Okay, that's only 2 cycles ;-)
The last one was more complex to do. The idea was to move fixed pixel computation at the end, so that before doing it we know that this particular pixel is identical to its predecessor.
It involved much code duplication, due to massive register shortage.
But now this code :
Code:
add.l d4,d5 ; d4=r d5=r+v d6=b
add.l d6,d4 ; r+b r+v b
add.l d6,d6 ; r+b r+v 2b
add.l d5,d6 ; r+b r+v 2b+r+v
beq.s .vbrb ; all together = 0 -> gbrb
is executed earlier, and images with identical rows of pixels will decode faster (this isn't spectacular, but now Visage is ALWAYS beaten
![Big Grin](images/smilies/biggrin.gif)
)
Quote:
Originally Posted by Thorham
Yes, they're long. They're an hour of continuous music each. They were originally encoded in mp3 format, and the guy I got them from burned them to cd, so I encoded them at 320kb to keep them in a good quality. They're both 182 mb large. Still a lot better then 650 mb per cd.
|
Perhaps you can gain a little bit more without altering quality. There is a PC program around called MP3 optimizer or something like that (I could use it at work some time ago) ; for me it has turned a 20Mb 320kbps MP3 into a 16Mb VBR MP3 without any loss.
Quote:
Originally Posted by Thorham
Yeah, the interface sucks, but only because it dumps data to chip mem, witch then has to be copied to fast, that's the real problem. If only it was cpu idle and low mem bandwidth, it would've been a lot better.
|
For that you'd need an SCSI extension plugged in your A1230 board, or something like that. But for IDE there is no DMA channel at all : the CPU simply reads a 16-bit hardware register (= speed of chipmem) and copies data wherever needed. Not efficient (but data really won't go into chipmem).
Quote:
Originally Posted by Thorham
Not me. You might as well get a peecee with those speeds. Trying to get things fast on a 50mhz '030 is part of the fun!
|
But I firmly believe a 3Ghz peecee would be far beaten by an equivalent 68k.

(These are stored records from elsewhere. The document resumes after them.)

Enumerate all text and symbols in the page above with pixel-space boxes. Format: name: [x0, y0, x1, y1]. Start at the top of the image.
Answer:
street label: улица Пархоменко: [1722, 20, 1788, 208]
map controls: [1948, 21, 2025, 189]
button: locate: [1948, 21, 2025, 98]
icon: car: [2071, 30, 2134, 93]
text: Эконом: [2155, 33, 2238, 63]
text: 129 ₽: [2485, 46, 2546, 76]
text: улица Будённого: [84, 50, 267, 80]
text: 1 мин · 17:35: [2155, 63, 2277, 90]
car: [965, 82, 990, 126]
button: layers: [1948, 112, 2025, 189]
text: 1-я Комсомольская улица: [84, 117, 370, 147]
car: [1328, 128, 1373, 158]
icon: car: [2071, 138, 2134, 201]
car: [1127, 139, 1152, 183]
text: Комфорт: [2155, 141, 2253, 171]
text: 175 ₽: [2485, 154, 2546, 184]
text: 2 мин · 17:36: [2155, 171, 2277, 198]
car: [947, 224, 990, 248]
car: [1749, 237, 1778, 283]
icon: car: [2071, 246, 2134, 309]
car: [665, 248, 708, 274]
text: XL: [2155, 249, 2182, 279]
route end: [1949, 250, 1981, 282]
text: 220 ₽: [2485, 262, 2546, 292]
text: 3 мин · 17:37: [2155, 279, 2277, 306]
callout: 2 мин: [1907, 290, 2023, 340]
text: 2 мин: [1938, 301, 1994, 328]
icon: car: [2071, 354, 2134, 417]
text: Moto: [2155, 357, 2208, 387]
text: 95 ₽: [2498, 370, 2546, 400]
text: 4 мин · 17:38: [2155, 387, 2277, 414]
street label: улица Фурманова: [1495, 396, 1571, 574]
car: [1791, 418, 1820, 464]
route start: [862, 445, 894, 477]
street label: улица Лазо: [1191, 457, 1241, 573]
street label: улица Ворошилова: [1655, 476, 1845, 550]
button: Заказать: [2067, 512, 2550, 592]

And trying to get things fast on your 030-50 is fun only when you're successful
Quote:
Originally Posted by Thorham
But aren't layers one and two video layers? You shouldn't really need those for mp3s as far as I know.
|
ALL are video layers if you see things like that. MP3 is just version #3 of the audio part, like the two 1 & 2 layers were.

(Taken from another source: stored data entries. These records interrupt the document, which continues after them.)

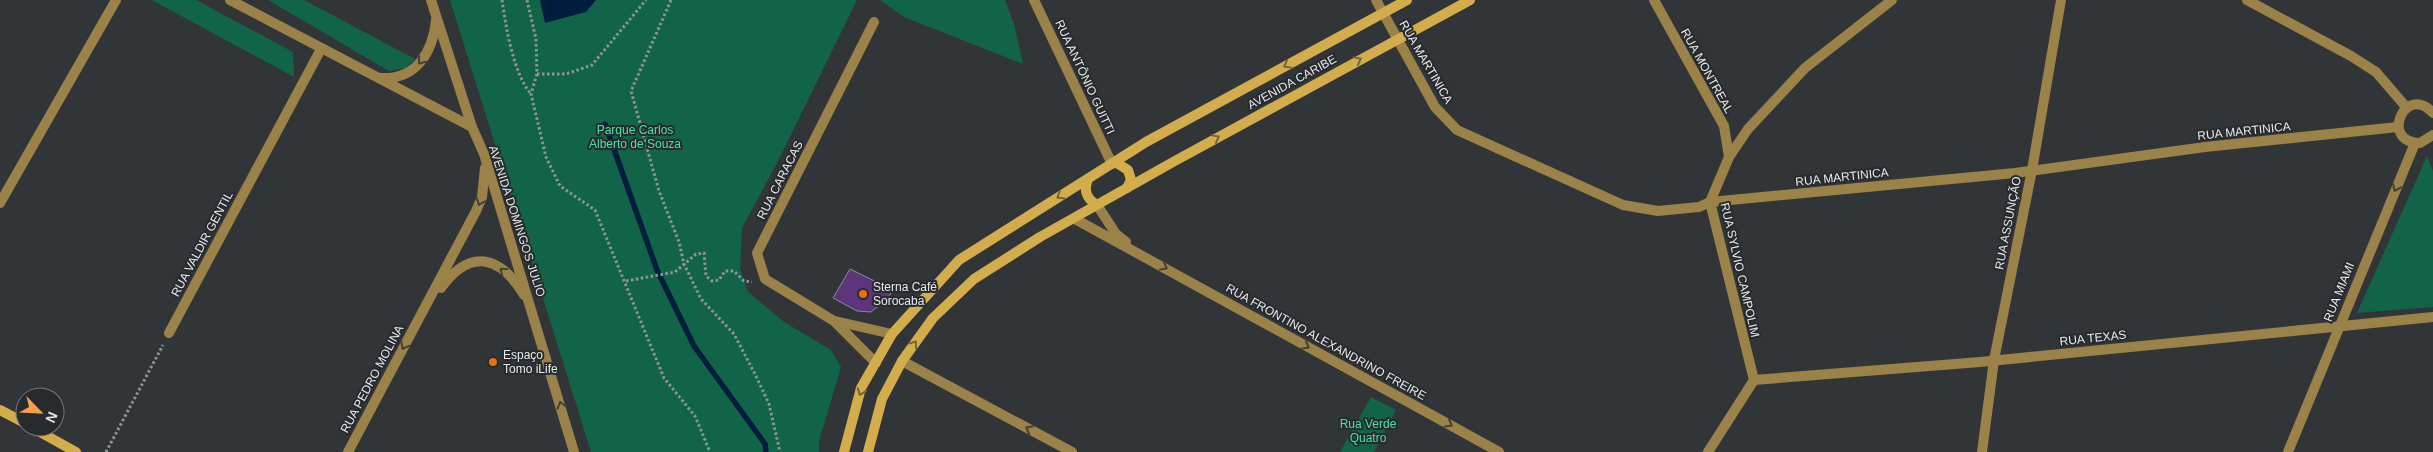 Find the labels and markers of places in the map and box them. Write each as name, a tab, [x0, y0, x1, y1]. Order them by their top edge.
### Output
place label: Sterna Café Sorocaba	[873, 280, 937, 308]
marker: Sterna Café Sorocaba	[857, 288, 869, 300]
place label: Espaço Tomo iLife	[503, 348, 558, 376]
marker: Espaço Tomo iLife	[487, 356, 499, 368]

All the MPx formats are just Motion Picture expert group, audio part, layer x.
Note : MP1 and MP2 are somewhat misnamed and can be confused with MPEG-1 and MPEG-2 video formats.
You have MPEG-1 layer 3 and MPEG-2 layer 3 for audio (there is also an unofficial MPEG2.5), just to make things simpler
![crazy](images/smilies/crazy.gif)
Drop an MP3 into DT and you will read e.g. MPEG1-III as format.
What you need to know is that MPEG audio has 3 (now 4) layers, each one being more efficient and more complex than its predecessor. Layer 4 is AAC (M4A).
It's just accidental that MP3 got so widely used as standalone audio.
All first 3 layers are supported by original mpega.library so I want to keep that, even though I have no layer 1 at all and only one layer 2 stream to test
Quote:
Originally Posted by Thorham
That's very interesting, didn't know that, thanks.
|
Any time
Quote:
Originally Posted by Thorham
Now that's optimizing!
|
Indeed.
Quote:
Originally Posted by Thorham
If I comment code properly, I usually just split comments over several lines. If it doesn't fit, I'll compact the comment. Also, English comments are usually short enough ![Wink](images/smilies/wink.gif)
|
English comments may be short, but they're rarely precise enough
I don't see the point in putting more than one space at left of code anyway. Code formatted like that leaves left half for code, right half for comments and it's good for me.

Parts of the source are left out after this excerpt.